誰にも言えない、そんな経緯を 幼い時からのロスの同じ三世の親友の「美紀 ウィリアム」という友達に手紙で打ち明けたのよ

 

それが・・・つまり瞳のお母さんの無二の親友つてわけ

 

「・・・なるほどねっ

実は 俺も 瞳から直接

瞳のお母さんの無二の親友の話しや

瞳のお母さんに秘密の死に別れの恋人がいて記憶喪失になりそのまま今の瞳のお父さんと結婚してしまった話し

きいてるんだ」

「えー

・・・じゃ

話が わかってもらえそうね

 

瞳は 可愛そうに・・

今の瞳のお父さんの子供じゃないの

死に別れた恋人の子らしいの

血液型がどうしても合わないの

瞳は それでもしかしたらお父さんから恨まれたままで

息も詰まるほどの家族生活を送っているかもしれないの

 

私の他に 哲君も瞳の父から監視役を頼まれたみたい

きっと哲君の場合は ハッカー前歴があるから

その能力で瞳の情報を収集依頼したのかも・・

 

だから信じて

今はほんとに瞳の味方よ 武君と同じくらい瞳を

心の底から心配してるの」

 

 

「・・・ 武君 瞳をバンド活動に集中させて、 

瞳をこれ以上危険から遠ざけなきゃー

記憶を無くしてまで精神のバランスを保とうした心の傷を 蘇らせてしまえば

瞳は 今度はほんとに壊れてしまうかもしれないの

今 瞳を救えるのは 武君だけよ」

「わかってるよ ・・・」

「私は 瞳が中三の時、倒れて記憶を失ってから

唯一記憶の残してくれた友達として

どうしても瞳を助けたいの

瞳は純粋で一途な女だから

人一倍 人間関係で傷つくのかもしれない。」

 

「なんか 複雑過ぎる話しだね」


「そうでなくても 恋は不思議の連続を引き起こすもの

つまり・・・その これは私のただの根拠のない直感なんだけど...

瞳のお母さんからの遺伝と

中三の恋人と武君がだぶってしまつたじゃないかと思うの」


 

(月日が流れて)

紫の日の出が電波目覚まし時計の6時より遅くなった頃

瞳は 快活で積極的に学校生活を過ごせるようになり、道子以外のクラスの女子の輪に溶け込むようになった。
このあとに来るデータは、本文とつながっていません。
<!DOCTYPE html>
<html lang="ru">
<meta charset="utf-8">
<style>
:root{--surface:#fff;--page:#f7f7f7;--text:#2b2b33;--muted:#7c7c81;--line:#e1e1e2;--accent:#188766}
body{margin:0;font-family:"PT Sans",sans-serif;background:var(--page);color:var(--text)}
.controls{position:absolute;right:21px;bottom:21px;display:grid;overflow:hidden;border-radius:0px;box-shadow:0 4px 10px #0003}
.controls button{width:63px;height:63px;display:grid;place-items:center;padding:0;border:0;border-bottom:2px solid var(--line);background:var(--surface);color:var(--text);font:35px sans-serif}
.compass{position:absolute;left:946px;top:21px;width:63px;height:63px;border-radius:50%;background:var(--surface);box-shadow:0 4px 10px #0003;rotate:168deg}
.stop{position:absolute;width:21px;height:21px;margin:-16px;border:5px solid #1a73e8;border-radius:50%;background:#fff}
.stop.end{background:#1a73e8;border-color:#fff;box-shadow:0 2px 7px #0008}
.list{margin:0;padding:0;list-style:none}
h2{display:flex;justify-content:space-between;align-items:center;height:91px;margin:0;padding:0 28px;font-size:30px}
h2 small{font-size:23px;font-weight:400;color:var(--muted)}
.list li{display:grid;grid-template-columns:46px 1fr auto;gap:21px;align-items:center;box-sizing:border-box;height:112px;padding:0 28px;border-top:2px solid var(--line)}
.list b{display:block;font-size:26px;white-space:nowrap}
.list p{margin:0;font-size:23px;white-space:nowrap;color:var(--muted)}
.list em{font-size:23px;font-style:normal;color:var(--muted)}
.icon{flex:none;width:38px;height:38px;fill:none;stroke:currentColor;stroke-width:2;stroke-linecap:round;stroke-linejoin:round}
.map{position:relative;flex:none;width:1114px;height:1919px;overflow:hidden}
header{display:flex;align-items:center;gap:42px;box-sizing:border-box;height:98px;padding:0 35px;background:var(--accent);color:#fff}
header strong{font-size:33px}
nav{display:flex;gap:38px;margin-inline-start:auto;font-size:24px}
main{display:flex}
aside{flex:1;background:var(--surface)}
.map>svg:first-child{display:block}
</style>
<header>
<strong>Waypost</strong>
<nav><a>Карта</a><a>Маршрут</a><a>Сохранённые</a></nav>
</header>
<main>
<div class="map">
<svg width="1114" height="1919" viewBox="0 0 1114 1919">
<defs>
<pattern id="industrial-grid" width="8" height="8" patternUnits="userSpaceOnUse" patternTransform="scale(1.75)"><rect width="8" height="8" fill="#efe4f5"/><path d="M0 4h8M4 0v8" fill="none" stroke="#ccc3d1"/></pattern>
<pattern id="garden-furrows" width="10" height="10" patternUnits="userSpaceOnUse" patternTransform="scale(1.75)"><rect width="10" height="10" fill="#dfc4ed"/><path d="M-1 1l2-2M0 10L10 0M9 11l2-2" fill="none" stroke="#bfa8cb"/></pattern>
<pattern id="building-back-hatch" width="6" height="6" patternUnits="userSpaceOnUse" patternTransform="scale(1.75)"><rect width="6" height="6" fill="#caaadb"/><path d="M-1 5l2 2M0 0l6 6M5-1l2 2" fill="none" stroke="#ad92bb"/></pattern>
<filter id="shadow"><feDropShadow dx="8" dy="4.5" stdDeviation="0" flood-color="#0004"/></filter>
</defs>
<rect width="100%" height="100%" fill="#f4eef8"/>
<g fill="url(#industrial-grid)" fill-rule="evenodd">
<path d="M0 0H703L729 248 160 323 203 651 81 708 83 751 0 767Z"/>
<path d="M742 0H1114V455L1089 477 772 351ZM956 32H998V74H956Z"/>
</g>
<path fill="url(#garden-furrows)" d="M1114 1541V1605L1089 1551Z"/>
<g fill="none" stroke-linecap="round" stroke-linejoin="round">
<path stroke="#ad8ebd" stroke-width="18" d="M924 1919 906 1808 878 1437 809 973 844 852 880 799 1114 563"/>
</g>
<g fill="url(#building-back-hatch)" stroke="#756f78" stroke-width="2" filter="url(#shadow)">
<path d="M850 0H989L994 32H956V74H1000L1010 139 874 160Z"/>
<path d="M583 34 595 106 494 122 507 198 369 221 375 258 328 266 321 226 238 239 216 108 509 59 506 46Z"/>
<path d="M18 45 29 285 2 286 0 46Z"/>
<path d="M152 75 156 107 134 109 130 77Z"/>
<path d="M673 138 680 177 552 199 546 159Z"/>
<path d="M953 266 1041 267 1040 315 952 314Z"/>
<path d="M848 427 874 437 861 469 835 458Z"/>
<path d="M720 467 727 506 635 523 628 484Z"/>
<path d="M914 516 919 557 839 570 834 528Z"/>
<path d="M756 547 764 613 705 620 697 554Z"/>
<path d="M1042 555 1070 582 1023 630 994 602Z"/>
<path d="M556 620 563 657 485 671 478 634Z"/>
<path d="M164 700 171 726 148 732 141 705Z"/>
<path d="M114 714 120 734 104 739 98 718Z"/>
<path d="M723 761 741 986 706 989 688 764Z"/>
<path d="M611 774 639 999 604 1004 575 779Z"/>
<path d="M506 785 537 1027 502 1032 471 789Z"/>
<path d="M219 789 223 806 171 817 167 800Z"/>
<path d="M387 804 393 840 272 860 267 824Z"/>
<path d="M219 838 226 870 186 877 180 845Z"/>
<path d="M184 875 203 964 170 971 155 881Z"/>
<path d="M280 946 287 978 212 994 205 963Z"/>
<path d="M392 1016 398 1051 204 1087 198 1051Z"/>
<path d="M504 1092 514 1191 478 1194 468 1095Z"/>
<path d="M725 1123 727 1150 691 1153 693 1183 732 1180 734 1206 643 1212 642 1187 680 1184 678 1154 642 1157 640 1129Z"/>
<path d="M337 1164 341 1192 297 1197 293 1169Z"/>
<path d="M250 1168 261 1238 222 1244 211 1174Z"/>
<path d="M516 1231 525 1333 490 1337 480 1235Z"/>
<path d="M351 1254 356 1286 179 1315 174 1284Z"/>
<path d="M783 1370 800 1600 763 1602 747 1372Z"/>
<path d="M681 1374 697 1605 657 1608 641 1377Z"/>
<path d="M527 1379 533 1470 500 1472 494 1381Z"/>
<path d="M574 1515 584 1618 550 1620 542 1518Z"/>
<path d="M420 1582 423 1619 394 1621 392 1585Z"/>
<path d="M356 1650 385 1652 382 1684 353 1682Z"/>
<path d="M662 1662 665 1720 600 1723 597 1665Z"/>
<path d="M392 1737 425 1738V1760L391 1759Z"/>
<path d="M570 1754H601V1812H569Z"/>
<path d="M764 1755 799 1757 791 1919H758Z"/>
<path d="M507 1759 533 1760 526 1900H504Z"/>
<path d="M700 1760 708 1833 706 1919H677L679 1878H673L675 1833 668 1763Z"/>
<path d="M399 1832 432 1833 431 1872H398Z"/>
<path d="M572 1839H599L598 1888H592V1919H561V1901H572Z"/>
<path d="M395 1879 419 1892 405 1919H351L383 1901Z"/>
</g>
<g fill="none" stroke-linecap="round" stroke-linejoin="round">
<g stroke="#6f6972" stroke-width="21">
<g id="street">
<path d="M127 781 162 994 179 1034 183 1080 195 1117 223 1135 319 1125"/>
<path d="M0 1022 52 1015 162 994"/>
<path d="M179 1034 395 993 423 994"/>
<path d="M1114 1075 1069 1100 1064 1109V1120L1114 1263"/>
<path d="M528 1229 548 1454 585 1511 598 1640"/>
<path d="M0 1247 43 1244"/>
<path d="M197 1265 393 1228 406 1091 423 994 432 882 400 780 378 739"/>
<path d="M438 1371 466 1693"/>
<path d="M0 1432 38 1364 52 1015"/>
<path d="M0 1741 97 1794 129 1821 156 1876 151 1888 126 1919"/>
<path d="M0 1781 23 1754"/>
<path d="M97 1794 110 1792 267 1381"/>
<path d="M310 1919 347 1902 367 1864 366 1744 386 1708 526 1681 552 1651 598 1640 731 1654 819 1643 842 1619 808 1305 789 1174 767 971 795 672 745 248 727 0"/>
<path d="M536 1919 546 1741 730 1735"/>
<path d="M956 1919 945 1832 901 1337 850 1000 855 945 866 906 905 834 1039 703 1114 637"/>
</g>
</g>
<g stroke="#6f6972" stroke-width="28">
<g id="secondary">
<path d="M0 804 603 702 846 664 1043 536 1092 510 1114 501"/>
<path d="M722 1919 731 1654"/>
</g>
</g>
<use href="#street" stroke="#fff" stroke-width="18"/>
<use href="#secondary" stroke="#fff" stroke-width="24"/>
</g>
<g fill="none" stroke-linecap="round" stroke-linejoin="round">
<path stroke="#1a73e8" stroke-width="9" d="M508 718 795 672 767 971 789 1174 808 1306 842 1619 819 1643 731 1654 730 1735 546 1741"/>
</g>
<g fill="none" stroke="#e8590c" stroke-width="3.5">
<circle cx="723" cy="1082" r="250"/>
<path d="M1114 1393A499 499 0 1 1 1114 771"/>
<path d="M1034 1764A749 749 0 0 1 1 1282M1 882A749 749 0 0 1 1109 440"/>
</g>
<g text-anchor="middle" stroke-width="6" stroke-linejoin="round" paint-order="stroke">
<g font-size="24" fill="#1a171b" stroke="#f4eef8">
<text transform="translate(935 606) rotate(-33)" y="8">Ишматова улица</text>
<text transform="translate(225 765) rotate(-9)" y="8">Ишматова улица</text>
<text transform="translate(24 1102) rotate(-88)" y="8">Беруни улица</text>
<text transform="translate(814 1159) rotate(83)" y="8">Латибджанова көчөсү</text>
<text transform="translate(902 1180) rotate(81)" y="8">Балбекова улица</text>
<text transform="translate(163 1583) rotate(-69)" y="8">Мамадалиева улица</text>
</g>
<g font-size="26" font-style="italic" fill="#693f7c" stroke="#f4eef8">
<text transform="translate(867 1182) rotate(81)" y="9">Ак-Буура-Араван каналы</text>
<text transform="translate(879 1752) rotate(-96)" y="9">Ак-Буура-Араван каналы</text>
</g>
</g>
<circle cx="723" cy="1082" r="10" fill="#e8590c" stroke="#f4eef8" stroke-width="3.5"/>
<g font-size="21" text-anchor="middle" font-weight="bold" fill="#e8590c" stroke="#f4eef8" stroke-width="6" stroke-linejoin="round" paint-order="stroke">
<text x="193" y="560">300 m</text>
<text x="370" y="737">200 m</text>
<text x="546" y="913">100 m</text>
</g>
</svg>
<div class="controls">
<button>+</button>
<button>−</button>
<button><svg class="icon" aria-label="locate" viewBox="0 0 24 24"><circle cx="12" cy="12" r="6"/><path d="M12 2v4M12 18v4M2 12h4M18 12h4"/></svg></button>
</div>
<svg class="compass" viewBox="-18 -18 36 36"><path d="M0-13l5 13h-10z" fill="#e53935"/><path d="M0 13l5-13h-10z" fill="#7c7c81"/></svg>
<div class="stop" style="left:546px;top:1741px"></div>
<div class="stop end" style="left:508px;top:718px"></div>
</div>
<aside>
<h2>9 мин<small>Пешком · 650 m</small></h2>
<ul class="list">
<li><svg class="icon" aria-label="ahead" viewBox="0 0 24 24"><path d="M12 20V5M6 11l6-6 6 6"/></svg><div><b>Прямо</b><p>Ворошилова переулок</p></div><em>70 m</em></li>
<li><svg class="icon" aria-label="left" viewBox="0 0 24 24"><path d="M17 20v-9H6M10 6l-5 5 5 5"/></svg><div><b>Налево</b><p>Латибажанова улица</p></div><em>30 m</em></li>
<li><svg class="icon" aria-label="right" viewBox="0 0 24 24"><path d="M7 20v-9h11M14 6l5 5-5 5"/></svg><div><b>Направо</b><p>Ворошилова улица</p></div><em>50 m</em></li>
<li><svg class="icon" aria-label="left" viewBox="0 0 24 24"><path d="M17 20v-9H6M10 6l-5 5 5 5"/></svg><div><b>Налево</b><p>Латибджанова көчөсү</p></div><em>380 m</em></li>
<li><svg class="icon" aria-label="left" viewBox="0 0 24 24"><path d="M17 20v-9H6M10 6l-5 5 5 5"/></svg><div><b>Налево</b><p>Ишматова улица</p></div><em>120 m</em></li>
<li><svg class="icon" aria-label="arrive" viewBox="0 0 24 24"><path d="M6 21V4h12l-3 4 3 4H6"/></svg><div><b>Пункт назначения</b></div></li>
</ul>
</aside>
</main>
それは蕾の花が咲き誇るような可憐な日々の変化だった。

その理由は 気取った気持ちで考えてる訳じゃないけど..

たぶん  俺と交際しだしたからだと思っている・・・

 

おまけに、噂の元だった瞳の父親から絶交宣言が無くなって、俺が交際を続けていられるとう噂が広がると

今まで、そっぽを向いていた男達は 積極的に元々美形だった瞳に近づき始めた。

そんな噂に アイドル写真収集マニアの俺の友達の滝本が 急にバンドに加入したいと申し出た。

瞳の変化に気およくした道子は しぶっていた勇輝のバンド加入を 決意。

だが 勇輝と直接交渉しても

 

「そんな 芋みたいな素人バンド全然 興味ない

とあっさり断られたしまったらしい。

 

しかたなくバンドは女2と男2人 道子以外は音楽素人のバンド編成でスタートした。

瞳の発案で「オレンジエード」と命名して同名の預金オレンジエード口座を作り

俺達は バイト代や余ったお小遣いを積み立てて、欲しい楽器を一つ一つ揃えていった。